At a Glance: Bald Cypress
|Scientific Name:||Taxodium distichum|
|Use:||Woodworking, erosion control|
The bald cypress earns its name by losing its needles every fall, which give it a naked appearance during the winter months. It grows tiny cones on the ends of its branches, and its fine green needles have a feathery appearance. You can typically find the bald cypress growing along the swamps and wetlands in the Bayou State, and its strong roots are excellent at preventing soil erosion. The “cypress knees” growing around the base of the tree are sometimes carved in folk art but are legally protected on government property.
In 1962, a 4th grade class in Baton Rouge noticed that Louisiana didn’t have a state tree and decided to fix it. They voted the bald cypress as the state tree and petitioned the legislature, who signed the bill into law in 1963.

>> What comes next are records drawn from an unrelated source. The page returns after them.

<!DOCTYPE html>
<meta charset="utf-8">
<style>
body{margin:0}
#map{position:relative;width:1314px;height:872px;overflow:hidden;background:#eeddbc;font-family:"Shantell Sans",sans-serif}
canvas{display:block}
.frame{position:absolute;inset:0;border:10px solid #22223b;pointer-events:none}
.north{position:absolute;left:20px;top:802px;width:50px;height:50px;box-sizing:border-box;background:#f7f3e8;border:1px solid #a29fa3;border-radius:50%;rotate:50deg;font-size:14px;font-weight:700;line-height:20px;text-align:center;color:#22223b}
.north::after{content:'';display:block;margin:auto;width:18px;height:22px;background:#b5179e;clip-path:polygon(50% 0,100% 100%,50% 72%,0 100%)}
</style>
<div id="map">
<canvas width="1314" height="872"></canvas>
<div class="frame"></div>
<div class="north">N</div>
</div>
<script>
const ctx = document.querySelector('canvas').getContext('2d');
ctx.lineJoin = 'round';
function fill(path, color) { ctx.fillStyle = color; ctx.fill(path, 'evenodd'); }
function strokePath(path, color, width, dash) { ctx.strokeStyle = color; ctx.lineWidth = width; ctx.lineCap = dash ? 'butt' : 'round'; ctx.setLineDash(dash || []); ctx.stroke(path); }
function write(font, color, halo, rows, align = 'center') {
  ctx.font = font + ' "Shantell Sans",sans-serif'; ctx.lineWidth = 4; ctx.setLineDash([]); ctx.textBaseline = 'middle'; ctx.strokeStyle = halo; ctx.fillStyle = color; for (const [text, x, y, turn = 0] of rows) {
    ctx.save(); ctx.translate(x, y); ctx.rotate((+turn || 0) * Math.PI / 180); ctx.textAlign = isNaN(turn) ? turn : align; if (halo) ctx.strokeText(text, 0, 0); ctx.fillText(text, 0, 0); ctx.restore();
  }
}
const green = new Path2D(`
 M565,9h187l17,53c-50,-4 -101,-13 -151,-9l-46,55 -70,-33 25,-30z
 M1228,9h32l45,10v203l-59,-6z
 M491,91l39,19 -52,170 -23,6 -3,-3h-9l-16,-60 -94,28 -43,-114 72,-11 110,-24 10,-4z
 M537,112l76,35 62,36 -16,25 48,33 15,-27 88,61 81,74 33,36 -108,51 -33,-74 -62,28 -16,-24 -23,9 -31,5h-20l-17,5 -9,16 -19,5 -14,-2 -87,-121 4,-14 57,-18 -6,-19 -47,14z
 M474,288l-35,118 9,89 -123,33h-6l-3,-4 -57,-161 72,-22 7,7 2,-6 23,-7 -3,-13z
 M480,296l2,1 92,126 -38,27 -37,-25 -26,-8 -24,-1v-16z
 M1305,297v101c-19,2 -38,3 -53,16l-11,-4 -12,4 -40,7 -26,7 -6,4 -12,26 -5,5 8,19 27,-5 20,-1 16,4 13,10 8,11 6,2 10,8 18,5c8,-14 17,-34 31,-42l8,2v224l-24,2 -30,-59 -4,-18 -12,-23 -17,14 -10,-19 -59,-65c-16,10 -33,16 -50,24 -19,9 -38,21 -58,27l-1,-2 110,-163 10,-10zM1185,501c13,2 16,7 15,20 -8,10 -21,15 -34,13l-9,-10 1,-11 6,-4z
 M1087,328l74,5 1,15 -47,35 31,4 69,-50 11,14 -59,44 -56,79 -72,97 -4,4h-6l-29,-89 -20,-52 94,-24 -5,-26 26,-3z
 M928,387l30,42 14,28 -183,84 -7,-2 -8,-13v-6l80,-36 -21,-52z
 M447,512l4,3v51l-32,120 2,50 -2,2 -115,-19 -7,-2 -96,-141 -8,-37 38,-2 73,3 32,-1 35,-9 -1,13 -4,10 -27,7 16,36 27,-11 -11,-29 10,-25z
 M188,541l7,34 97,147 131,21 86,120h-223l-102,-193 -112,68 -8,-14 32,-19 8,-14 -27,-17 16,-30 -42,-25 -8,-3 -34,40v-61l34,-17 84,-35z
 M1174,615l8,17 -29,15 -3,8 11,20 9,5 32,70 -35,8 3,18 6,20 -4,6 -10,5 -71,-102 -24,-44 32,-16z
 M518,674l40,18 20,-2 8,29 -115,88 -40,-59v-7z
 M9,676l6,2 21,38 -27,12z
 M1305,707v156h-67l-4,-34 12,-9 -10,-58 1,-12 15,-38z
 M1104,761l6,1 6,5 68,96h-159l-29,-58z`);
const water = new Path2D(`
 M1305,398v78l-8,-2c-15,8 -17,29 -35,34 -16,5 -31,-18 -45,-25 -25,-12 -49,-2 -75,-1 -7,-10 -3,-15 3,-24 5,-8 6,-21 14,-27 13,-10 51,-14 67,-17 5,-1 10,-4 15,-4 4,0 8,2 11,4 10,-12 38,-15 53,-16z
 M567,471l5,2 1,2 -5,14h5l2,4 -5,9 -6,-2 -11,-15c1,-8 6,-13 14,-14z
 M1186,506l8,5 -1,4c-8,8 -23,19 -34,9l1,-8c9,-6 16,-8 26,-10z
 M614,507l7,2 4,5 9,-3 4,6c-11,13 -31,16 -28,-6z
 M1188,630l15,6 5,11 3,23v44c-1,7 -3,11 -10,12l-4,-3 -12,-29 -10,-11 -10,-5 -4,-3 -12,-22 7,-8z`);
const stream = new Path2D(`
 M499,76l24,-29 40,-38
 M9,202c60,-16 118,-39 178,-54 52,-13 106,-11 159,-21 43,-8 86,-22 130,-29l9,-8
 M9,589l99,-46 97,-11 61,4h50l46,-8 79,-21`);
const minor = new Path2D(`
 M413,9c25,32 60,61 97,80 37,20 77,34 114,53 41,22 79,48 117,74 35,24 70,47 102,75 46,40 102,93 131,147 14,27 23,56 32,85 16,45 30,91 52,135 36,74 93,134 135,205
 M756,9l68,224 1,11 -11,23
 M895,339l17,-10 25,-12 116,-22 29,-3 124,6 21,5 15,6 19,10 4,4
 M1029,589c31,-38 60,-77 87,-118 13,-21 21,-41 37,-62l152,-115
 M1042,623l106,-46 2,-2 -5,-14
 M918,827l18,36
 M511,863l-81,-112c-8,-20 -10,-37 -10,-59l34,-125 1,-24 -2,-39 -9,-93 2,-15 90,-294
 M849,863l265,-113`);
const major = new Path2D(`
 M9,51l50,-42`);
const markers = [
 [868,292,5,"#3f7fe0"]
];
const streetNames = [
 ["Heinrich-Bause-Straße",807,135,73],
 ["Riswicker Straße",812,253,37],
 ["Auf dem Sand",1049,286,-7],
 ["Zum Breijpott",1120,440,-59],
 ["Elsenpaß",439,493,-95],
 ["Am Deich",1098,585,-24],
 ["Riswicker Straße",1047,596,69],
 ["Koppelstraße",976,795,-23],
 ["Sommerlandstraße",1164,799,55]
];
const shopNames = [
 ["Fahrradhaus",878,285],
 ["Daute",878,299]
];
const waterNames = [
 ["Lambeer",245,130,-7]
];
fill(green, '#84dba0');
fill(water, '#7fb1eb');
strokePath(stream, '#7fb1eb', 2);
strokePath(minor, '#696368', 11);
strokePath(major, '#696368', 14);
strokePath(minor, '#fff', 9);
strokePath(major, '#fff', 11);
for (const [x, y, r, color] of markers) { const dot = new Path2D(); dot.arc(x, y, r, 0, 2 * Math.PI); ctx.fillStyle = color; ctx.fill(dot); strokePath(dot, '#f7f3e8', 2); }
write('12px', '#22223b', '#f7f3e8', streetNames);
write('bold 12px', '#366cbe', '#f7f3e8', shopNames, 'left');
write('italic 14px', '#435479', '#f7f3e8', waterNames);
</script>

The tree has long been hailed as “Wood Eternal” because it has been thriving here practically forever. Cypress trees can live well over 1,000 years old! Even its lumber stands the test of time. Cypress wood is often used for custom cabinets, flooring, and outdoor projects such as porches because it withstands the weather so well.
If you want to see a really old bald cypress tree, visit Cat Island’s National Champion in St. Francisville near Baton Rouge. This bald cypress is over 1,500 years old and reigns as the largest bald cypress in the United States. It’s also the largest tree east of the Sierra-Nevada mountains and the 6th largest tree in America.
Check before you go, however, because localized flooding has made the site difficult to reach over the last twenty years. Sometimes it’s accessible with a short hike, but other times you must take a paddle boat because of the rising water.
Due to their prominence in Louisiana, as well as their importance to the ecosystem and human use, it’s no wonder that the bald cypress is the champion of the Bayou State. Although they’re most commonly seen in swampy areas, you might find one in land with low elevation elsewhere. If you want to see the largest bald cypress in the United States, be sure to visit National Champion in Cat Island when the water levels are low.